The problem with the traditional concept of the “Owner” leading and managing the company is that the shareholder’s equity (profit) is given first priority and since many a times there is a fundamental dichotomy between shareholder’s equity and company’s equity, the company loses out. Enterprise leaders with a long term vision understand that in order for the company to remain healthy it needs to have a strong RE and this in turn will also lead to long term profits for the shareholders. Every time the company’s leadership succumbs to the demands of the shareholders and gives priority to profits over the company’s RE the company’s interests are compromised.
The Chinese character “crisis” is made up of two characters. One representing danger and the other representing opportunity. The coronavirus pandemic is indeed a global crisis. It is a time of great danger for every company but it also offers opportunity. What better time than now to build up the company’s RE with its two most important stakeholders? The customer and the employee. I will talk about the RE with the customer another time. In this article I would like to focus on the company’s RE with the employee.
In these uncertain times every company is vulnerable. When this storm is over there will be a different landscape. Many companies would have gone into bankruptcy and many millions of people in the world will be unemployed. It is a stark reality that everyone is bracing themselves for. But post coronavirus will be a different battle. We will fight that battle when the time comes. Right now we are collectively fighting a battle for humanity and how we fight this battle will be our legacy for the future generations.

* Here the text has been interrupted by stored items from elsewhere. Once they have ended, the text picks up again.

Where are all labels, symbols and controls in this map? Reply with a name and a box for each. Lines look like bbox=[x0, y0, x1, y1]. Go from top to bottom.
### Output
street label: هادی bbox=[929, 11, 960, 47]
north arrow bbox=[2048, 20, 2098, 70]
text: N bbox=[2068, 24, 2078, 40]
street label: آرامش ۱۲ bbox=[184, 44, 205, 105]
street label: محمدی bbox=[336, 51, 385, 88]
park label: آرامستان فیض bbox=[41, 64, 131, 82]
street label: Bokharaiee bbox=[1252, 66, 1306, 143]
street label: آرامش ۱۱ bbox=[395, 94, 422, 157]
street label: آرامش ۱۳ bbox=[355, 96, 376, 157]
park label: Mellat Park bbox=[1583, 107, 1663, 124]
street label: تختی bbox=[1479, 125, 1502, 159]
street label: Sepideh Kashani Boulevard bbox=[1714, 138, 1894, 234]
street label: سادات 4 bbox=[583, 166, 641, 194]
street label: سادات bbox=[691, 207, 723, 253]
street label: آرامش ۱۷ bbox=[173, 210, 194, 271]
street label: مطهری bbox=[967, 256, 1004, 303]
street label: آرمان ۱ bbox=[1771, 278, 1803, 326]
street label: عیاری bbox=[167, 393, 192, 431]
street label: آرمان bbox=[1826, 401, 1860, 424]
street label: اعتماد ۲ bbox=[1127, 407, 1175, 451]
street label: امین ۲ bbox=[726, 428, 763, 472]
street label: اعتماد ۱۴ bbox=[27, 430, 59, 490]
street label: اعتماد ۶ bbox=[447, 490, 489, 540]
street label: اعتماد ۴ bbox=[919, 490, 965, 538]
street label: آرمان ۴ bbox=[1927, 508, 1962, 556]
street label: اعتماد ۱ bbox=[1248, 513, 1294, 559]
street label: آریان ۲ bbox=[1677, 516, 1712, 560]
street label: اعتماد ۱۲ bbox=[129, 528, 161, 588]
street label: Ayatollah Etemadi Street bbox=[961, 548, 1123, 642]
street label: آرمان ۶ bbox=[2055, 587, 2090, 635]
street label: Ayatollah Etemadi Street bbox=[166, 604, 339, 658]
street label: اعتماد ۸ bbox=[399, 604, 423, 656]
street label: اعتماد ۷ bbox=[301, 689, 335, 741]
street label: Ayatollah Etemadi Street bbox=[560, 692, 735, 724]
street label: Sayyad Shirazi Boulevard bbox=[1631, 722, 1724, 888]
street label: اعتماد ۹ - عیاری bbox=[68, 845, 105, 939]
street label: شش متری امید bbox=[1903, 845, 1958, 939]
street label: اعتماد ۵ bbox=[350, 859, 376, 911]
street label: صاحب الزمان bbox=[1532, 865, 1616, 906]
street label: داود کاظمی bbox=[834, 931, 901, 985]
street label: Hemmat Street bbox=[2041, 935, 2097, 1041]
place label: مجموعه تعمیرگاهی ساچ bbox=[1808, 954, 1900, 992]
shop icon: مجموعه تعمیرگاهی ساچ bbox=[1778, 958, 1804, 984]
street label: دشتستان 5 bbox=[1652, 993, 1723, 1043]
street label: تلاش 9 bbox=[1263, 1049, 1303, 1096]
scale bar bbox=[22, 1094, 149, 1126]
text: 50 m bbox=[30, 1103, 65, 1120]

The RE of a company is like a bank account. We can make deposits and we can make withdrawals from it. Every time we lose sight of a customer’s legitimate claim or fail to look after the welfare of our employee or refuse to pay the legitimate dues of a vendor or contractor who is also suffering, we make a withdrawal from the RE account. If we are not careful we can end up making too many withdrawals which will take the account into the red and just like a bank account further withdrawals will be refused. The corporate landscape of the world is strewn with failed and malfunctioning companies. A closer look at them will confirm that in many cases the cause of their malaise has been an overdrawn RE account.
By and large people have a good sense of judgement. Employees are no exception. In these difficult times any small gesture of generosity extended to them will be greatly appreciated by them and yield a bonus RE for the company. This healthy RE account will bring great success for the company and thus greater profits for the shareholders when things go back to normal after the coronavirus era. Adam Grant is a professor at Wharton Business School and his seminal book titled Give and Take dwells on the mystical philosophy that the more you give the universe conspires to give you back manifold in return. The book cites many living examples of such a phenomenon.
This battle against the coronavirus is the opportunity for every company to give. And who is more deserving than its lower level employees? Giving does not have to be irrational to the extent of jeopardizing the survival of the company. Small gestures like the human resource department of the company enquiring about the welfare of the employees and conveying a message that in case of any hardship or misfortune the employees should not hesitate to ask for help. The help needed could even be very simple like support to get admitted to a hospital or a small loan. Unfortunately the dichotomy of shareholder’s profit and the company’s RE may sabotage such a policy of the company.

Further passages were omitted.